━━━ SUPPLIED DATA ━━━

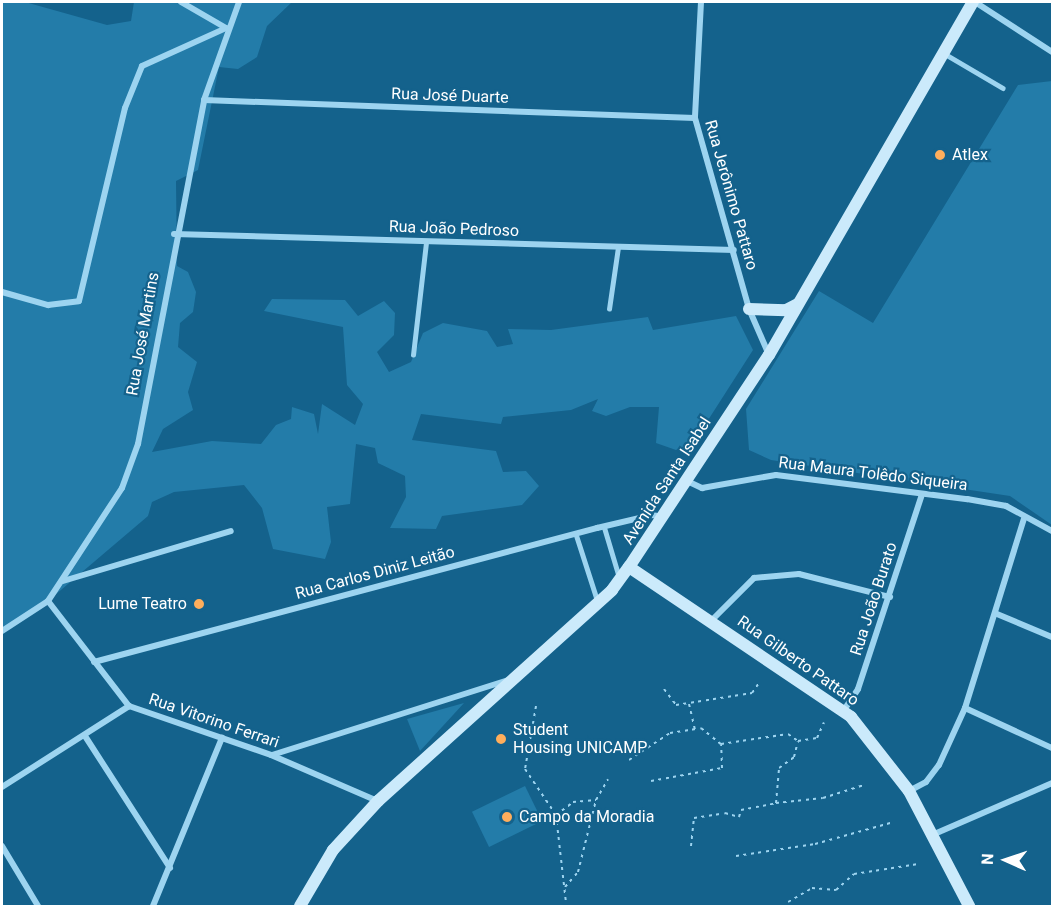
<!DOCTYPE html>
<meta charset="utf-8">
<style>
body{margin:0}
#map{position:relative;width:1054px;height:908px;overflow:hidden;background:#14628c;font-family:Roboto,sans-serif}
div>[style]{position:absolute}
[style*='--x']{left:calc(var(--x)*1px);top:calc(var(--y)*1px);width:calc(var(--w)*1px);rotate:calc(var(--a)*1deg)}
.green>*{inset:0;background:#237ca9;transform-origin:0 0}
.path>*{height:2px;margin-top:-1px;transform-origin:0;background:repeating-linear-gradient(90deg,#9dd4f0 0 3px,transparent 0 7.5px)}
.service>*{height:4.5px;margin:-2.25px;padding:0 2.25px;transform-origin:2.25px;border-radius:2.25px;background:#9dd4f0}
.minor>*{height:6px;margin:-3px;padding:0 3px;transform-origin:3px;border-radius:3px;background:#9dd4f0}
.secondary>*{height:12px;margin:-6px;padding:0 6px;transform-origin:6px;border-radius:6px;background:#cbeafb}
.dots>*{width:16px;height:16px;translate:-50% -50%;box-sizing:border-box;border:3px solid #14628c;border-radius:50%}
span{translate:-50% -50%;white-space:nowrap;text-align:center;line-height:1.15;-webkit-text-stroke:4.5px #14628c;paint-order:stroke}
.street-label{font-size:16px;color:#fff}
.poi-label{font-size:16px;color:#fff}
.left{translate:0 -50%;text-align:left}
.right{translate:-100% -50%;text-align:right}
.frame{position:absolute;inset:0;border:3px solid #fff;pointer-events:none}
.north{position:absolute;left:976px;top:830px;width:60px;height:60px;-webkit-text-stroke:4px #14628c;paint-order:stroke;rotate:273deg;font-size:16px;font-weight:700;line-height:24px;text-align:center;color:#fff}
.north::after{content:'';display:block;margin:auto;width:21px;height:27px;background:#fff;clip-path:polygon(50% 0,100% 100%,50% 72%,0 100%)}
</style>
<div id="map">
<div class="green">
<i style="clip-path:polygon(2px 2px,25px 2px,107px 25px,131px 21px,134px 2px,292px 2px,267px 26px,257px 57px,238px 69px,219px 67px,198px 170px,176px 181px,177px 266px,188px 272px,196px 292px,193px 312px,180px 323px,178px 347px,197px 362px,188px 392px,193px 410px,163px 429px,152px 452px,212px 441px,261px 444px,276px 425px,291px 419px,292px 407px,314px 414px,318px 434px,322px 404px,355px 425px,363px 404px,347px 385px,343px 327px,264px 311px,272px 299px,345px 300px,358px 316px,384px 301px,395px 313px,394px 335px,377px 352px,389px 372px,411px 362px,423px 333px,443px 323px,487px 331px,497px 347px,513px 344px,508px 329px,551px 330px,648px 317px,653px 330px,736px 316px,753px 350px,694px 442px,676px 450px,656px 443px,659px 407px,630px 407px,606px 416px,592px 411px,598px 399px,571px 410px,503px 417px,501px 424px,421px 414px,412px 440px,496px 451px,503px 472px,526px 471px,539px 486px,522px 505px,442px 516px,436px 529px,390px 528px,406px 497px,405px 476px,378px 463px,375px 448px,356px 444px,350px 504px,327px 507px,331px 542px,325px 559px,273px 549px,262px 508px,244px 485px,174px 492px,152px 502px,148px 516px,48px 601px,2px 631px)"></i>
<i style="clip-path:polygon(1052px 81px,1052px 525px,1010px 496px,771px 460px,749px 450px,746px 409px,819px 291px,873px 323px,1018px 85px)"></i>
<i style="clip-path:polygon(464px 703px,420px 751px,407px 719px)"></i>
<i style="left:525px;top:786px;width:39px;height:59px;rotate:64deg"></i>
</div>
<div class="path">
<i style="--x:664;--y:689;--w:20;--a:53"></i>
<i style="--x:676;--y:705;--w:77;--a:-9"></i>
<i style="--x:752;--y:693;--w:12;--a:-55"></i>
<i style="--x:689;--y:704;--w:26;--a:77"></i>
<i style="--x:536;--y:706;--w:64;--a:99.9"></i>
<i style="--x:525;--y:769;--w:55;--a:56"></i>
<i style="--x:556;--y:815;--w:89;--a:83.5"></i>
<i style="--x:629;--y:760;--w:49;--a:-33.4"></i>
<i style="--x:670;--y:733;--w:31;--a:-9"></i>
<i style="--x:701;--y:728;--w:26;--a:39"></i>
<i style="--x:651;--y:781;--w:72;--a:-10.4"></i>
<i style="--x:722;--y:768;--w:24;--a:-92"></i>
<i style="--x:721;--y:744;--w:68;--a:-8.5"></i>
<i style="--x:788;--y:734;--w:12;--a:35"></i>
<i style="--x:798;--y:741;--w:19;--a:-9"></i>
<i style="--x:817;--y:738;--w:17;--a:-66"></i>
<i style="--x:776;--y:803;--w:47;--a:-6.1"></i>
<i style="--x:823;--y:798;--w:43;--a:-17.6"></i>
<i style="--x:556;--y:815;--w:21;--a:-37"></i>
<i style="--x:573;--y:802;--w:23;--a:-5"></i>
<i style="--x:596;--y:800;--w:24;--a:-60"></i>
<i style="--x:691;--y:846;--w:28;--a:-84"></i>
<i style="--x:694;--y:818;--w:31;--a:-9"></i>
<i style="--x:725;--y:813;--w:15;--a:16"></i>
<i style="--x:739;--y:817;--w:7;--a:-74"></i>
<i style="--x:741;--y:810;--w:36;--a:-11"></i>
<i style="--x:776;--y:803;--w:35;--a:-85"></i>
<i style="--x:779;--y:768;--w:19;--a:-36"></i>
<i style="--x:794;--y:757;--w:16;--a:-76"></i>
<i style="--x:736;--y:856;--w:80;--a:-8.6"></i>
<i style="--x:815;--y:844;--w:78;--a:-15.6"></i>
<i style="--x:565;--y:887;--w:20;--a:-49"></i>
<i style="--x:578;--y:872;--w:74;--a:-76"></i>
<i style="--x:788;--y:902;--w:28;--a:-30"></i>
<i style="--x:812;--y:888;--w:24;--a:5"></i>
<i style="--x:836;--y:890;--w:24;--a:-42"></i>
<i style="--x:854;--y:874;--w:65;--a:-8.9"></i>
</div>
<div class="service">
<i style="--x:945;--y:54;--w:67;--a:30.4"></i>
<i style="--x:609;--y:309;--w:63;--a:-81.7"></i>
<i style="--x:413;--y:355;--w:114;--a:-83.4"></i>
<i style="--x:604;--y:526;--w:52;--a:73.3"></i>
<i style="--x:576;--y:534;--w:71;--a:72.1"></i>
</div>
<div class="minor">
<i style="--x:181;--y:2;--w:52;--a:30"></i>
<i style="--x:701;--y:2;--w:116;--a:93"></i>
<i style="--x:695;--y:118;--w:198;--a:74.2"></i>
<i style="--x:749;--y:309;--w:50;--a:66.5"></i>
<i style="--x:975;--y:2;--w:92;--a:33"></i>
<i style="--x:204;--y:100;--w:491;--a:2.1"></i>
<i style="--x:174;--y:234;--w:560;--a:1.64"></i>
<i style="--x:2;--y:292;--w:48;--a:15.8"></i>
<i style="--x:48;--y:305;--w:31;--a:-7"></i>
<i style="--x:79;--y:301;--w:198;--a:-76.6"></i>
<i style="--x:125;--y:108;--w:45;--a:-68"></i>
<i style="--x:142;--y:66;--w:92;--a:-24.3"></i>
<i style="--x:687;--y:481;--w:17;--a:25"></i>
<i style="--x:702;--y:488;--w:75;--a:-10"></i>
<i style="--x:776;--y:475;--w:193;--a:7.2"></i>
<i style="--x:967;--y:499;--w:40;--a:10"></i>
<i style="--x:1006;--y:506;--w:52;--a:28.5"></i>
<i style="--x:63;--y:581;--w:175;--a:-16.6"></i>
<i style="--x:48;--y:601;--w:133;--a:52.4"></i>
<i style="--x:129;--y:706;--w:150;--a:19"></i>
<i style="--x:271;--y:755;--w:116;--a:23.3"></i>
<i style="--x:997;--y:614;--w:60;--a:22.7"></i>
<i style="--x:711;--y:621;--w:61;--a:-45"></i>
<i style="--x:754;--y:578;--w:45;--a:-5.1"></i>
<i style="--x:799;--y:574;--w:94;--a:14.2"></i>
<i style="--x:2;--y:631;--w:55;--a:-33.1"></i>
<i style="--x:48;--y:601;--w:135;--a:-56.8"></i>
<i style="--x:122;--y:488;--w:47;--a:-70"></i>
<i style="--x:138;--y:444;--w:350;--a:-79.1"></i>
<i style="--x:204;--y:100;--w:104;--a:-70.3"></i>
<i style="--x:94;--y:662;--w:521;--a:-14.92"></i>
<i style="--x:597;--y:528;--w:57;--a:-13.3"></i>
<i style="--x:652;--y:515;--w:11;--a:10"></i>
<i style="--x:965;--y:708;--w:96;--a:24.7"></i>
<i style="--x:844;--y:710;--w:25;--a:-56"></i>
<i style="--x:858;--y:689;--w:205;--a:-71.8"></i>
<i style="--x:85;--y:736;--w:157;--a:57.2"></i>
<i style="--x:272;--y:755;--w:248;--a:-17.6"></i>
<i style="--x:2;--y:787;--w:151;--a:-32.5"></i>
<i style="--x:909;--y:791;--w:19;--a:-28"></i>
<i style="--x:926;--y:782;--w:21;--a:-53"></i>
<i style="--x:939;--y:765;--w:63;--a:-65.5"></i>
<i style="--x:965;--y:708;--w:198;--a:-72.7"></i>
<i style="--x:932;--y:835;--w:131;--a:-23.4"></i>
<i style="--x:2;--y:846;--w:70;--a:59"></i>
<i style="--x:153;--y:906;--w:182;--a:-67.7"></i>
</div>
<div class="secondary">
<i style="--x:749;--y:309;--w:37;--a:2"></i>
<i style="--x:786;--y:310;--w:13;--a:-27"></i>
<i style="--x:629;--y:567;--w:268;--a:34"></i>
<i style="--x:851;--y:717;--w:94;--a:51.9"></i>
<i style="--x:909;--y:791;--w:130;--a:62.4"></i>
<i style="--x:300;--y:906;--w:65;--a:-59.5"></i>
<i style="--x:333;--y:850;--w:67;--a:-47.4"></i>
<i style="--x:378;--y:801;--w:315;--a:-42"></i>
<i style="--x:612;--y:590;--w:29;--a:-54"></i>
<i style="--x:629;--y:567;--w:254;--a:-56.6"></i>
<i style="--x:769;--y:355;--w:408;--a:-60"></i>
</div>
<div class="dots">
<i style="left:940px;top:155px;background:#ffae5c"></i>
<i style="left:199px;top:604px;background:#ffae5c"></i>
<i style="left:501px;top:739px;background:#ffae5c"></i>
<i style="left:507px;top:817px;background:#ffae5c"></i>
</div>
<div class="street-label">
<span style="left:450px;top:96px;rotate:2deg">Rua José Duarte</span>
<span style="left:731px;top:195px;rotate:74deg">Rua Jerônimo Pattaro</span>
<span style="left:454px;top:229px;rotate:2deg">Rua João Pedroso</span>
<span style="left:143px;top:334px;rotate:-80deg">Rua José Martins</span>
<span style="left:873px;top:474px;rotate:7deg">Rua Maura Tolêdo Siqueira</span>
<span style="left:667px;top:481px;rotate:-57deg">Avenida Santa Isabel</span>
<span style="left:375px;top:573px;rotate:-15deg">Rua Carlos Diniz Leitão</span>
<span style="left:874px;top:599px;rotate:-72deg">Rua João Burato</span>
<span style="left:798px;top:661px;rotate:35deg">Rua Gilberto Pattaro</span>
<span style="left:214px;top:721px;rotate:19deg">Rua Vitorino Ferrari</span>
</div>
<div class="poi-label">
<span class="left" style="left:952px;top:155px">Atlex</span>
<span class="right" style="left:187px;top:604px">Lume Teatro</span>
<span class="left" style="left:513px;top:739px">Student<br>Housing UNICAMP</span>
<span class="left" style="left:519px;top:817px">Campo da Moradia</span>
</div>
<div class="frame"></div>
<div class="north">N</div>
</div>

━━━

● **PROBLEM DETAILS**:
Out of the records above, pick each line that contains the string "green".

● **SOLUTION TO THIS PROBLEM**:
.green>*{inset:0;background:#237ca9;transform-origin:0 0}
<div class="green">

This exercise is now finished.